*** Opening Dataset section ***

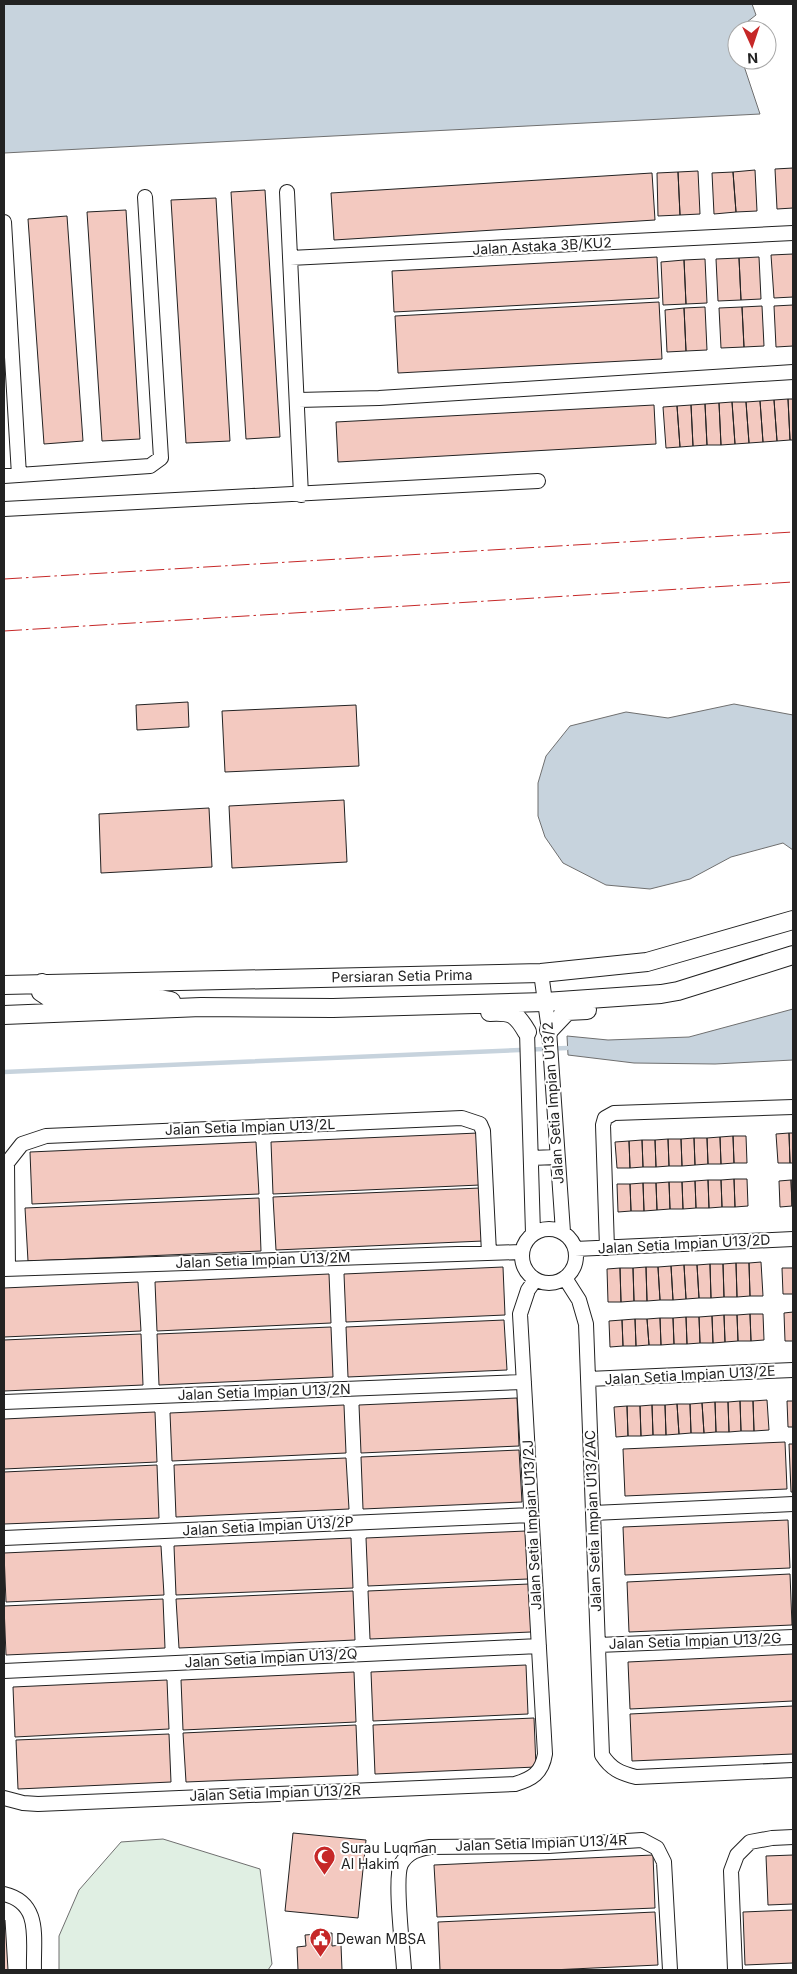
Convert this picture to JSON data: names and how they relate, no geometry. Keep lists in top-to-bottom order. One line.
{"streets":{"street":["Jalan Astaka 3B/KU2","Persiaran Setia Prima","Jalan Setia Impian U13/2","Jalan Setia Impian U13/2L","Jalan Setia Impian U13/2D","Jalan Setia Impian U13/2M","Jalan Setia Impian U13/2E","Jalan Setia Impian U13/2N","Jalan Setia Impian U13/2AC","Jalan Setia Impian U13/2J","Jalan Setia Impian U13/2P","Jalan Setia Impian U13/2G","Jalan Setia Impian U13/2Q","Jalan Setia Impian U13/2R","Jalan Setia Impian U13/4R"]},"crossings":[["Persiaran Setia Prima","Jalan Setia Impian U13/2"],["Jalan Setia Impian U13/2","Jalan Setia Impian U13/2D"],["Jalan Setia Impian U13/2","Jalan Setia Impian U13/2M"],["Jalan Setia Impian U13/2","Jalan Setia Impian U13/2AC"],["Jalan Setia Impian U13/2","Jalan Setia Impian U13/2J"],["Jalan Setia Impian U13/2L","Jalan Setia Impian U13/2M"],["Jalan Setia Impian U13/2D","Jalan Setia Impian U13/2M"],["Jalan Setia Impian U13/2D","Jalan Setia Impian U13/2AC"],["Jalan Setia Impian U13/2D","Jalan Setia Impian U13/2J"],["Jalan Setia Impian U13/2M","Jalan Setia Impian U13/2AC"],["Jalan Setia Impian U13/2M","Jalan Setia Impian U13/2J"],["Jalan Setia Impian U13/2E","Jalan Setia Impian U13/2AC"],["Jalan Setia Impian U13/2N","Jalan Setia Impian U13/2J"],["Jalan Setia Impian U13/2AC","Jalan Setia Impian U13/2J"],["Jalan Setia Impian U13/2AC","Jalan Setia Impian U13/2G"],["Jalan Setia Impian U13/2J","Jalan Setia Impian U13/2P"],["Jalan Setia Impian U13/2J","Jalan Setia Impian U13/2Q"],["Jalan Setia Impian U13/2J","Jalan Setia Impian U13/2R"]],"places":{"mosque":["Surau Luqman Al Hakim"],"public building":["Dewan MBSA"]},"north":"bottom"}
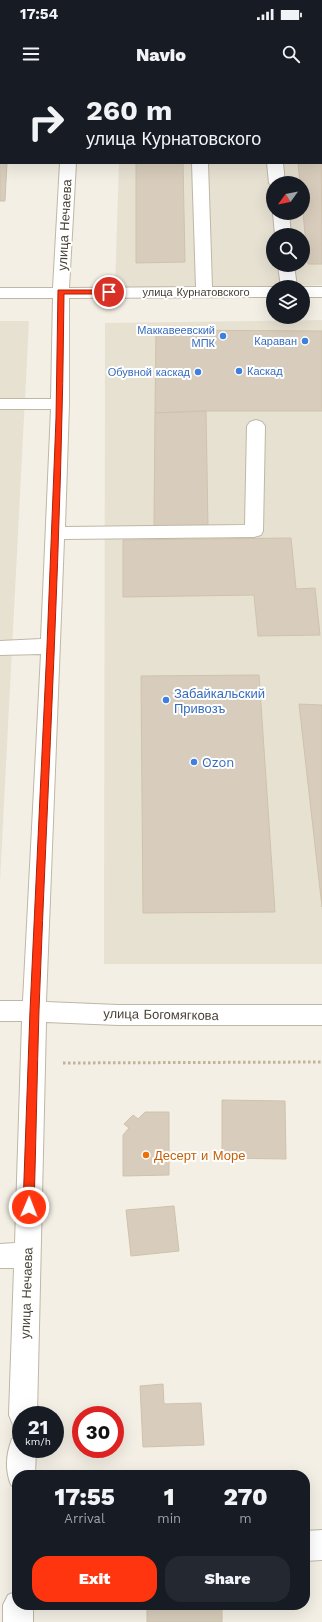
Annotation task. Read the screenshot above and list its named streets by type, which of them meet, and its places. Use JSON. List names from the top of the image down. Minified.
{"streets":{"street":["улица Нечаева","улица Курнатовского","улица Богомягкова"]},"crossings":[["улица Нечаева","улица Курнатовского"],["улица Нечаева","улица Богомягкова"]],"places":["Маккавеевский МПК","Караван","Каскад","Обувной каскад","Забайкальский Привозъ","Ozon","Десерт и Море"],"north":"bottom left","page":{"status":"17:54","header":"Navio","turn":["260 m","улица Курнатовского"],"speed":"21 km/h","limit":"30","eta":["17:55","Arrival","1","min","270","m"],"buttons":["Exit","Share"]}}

*** Closing Dataset section ***

▶ [Aim of the exercise]:
Every line of the listing that holds "JSON" should be found and copied.

▶ [Solution to the exercise]:
Convert this picture to JSON data: names and how they relate, no geometry. Keep lists in top-to-bottom order. One line.
Annotation task. Read the screenshot above and list its named streets by type, which of them meet, and its places. Use JSON. List names from the top of the image down. Minified.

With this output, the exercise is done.